The covariates available in the DNRP analysis were age, gender, diabetes mellitus, sleep apnoea, chronic obstructive pulmonary disease (COPD) and steroid usage. Age and gender were accounted for by the study design. Data on diabetes mellitus, sleep apnoea and COPD were collected from diagnoses recorded in the DNRP (ICD-8 and ICD-10 codes), and diabetes was also assessed and identified with prescription data recorded in the Danish National Health Service Prescription Registry (Anatomical Therapeutic Chemical classification system codes; see Table ).
Statistical analyses
As the UKBC and the DNRP differ significantly in their design, statistical approaches were individualised to each dataset.

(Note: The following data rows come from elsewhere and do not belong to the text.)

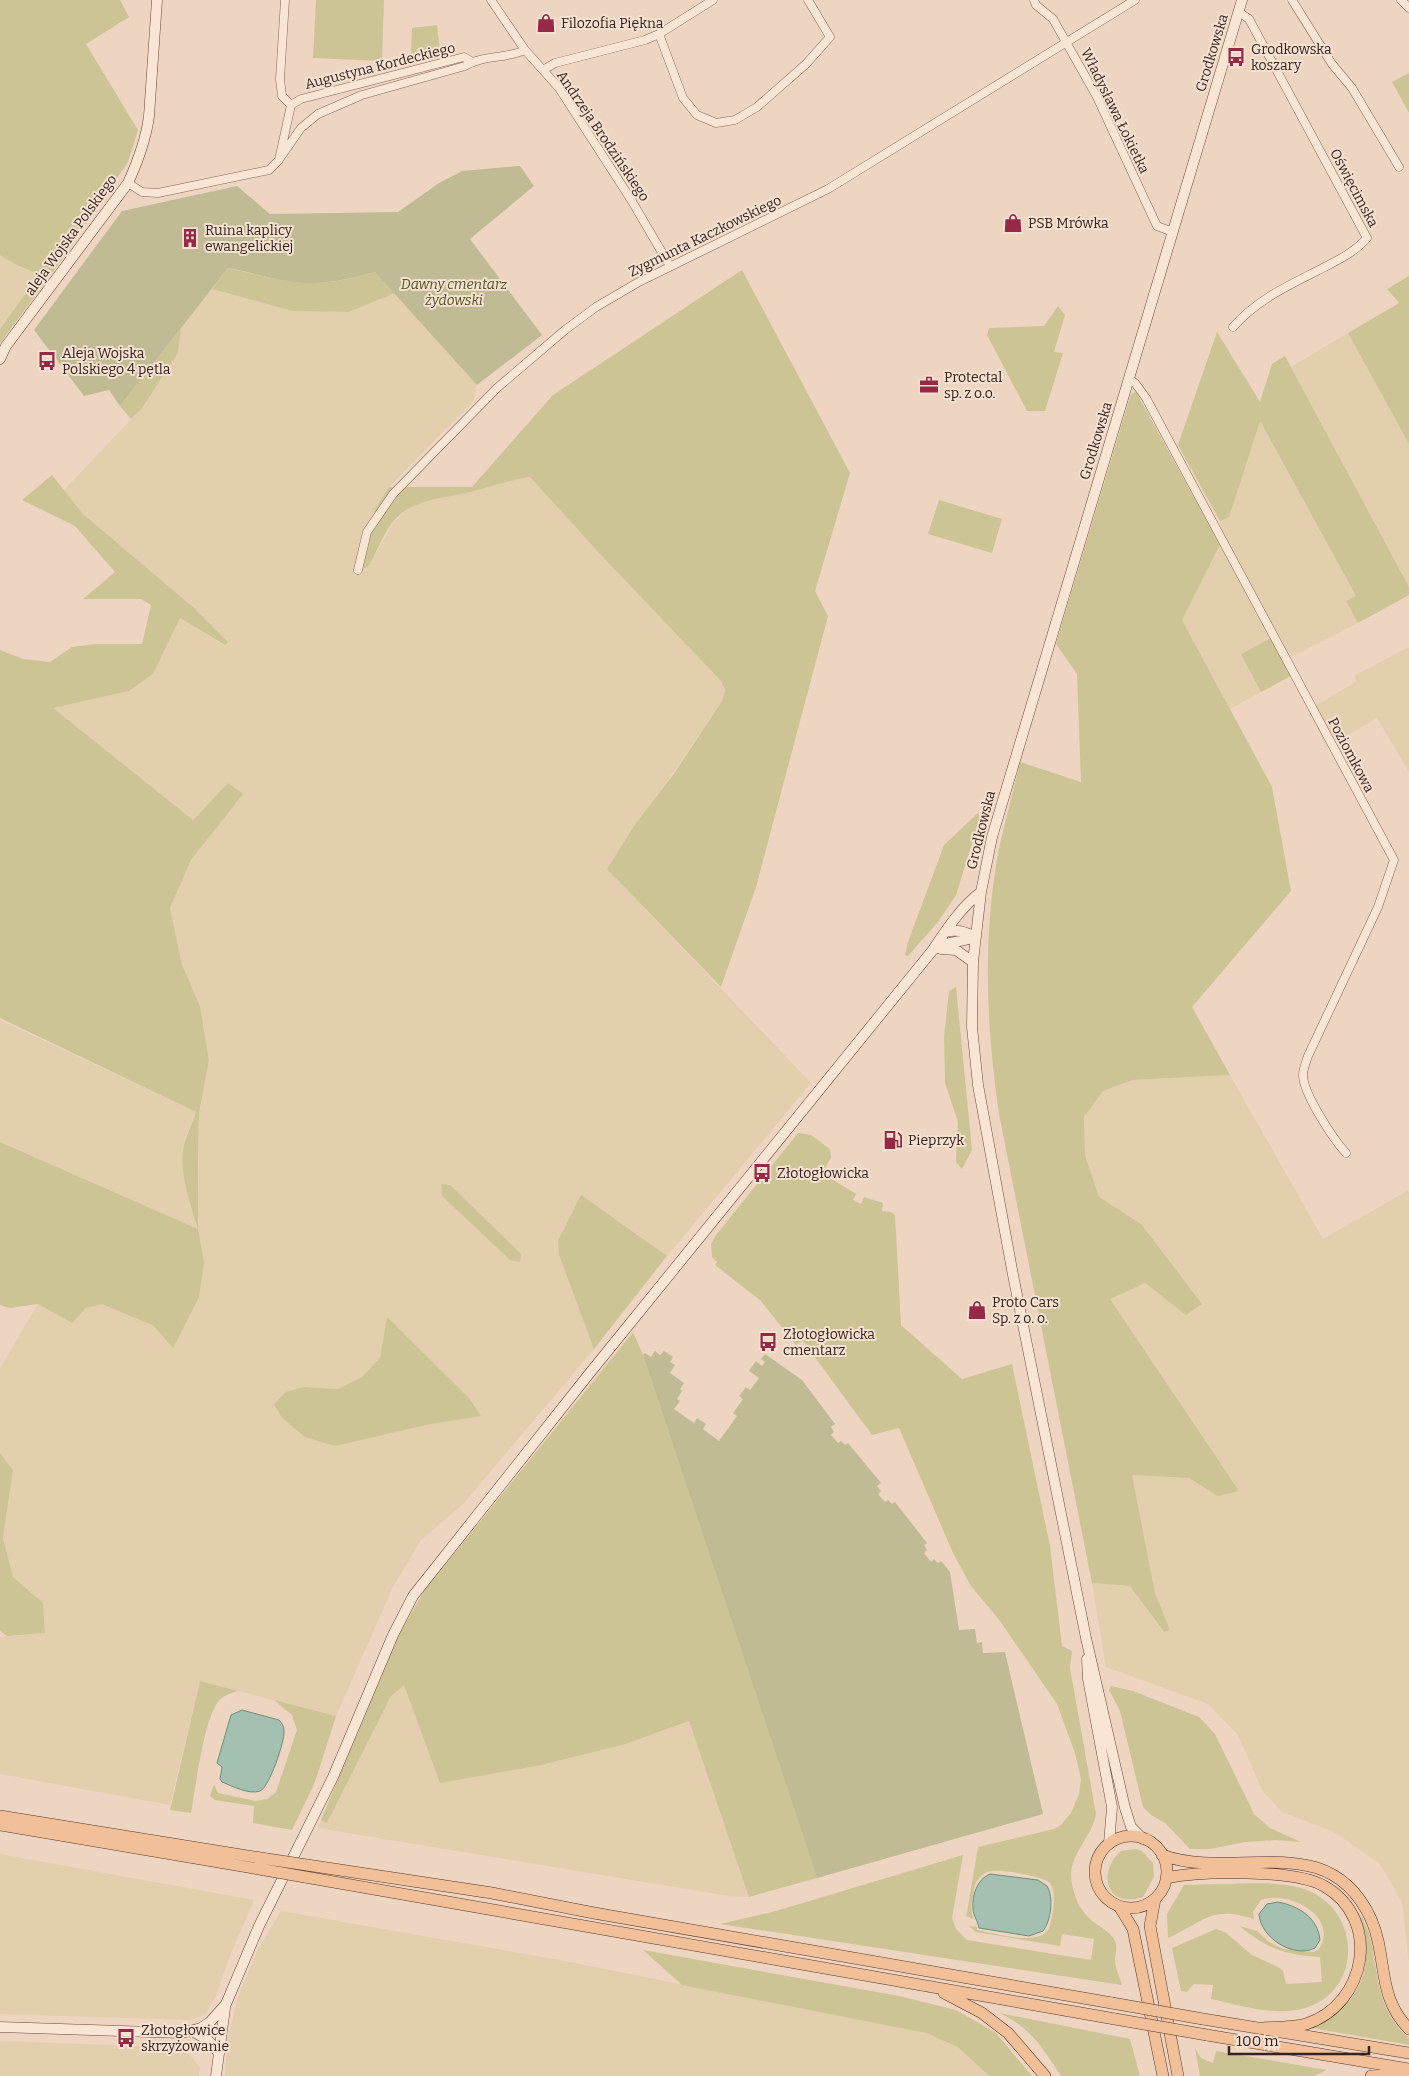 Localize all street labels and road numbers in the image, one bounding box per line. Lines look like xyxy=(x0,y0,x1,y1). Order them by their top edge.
street label: Grodkowska xyxy=(1192,12,1232,94)
street label: Augustyna Kordeckiego xyxy=(303,39,457,93)
street label: Władysława Łokietka xyxy=(1077,46,1153,177)
street label: Andrzeja Brodzińskiego xyxy=(553,67,653,205)
street label: Oświęcimska xyxy=(1326,146,1382,230)
street label: aleja Wojska Polskiego xyxy=(21,171,121,299)
street label: Zygmunta Kaczkowskiego xyxy=(626,192,784,280)
street label: Grodkowska xyxy=(1076,400,1116,482)
street label: Poziomkowa xyxy=(1324,715,1378,796)
street label: Grodkowska xyxy=(963,789,999,871) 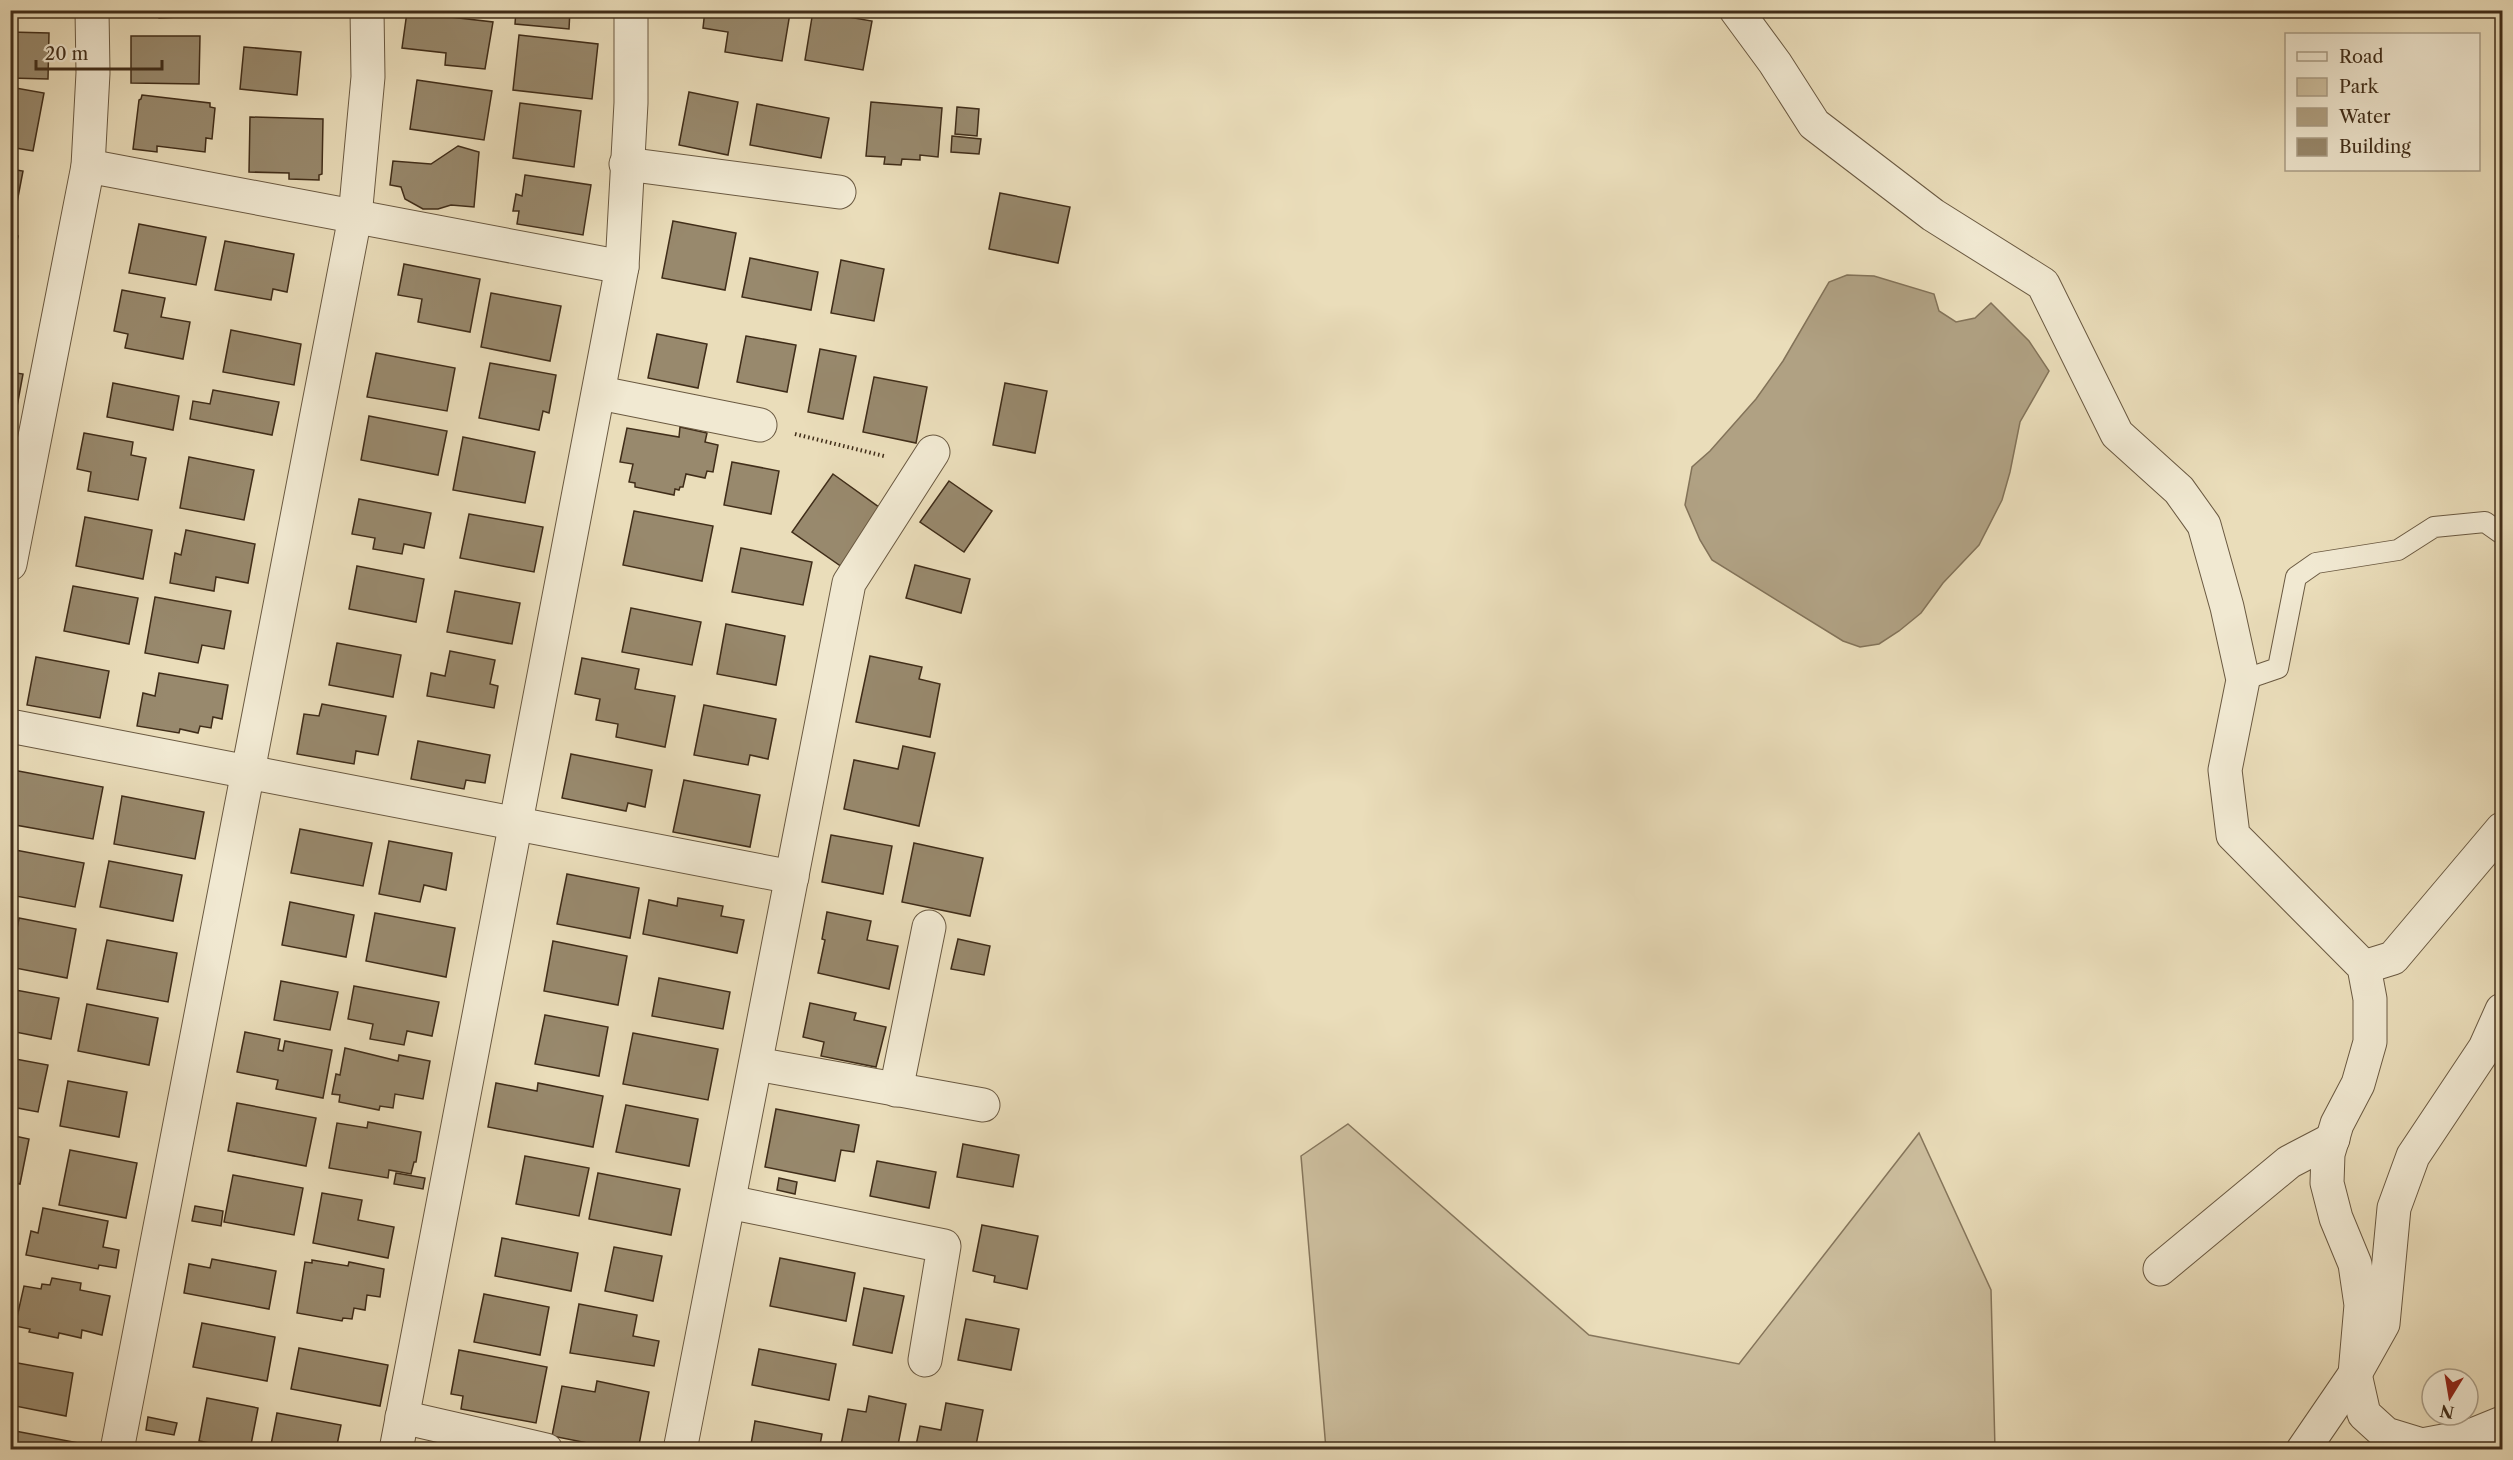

In the UKBC analysis, the primary exposures of interest were IBS at or before the age of 42 and chronic IBS. The primary outcome measure was a diagnosis of incident glaucoma occurring between the ages of 42 and 50. Logistic regression models were used to assess the odds of a glaucoma diagnosis among persons with a diagnosis of IBS compared to those without IBS. Bivariate exact logistic regression was used to compute the crude unadjusted effect, and multivariable-adjusted exact logistic regression was used to compute the odds of glaucoma after adjusting for potential confounders.
Due to the small number of glaucoma cases, it was not possible to adjust for smoking history or ethnicity in multivariable-adjusted models. To assess these covariates, we performed subgroup analyses using the multivariable-adjusted logistic regression model. The first subgroup analysis was limited to white participants. As smoking is a variable that may lead to an indirect causal pathway (Figure ), a second subgroup analysis was limited to non-smokers to exclude this indirect pathway.
Participants with missing data were removed in all analyses. Results were reported as prevalence odds ratios (ORs) with 95% confidence intervals (CIs). Statistical analyses were completed using STATA software version 15.1 (StataCorp LLC).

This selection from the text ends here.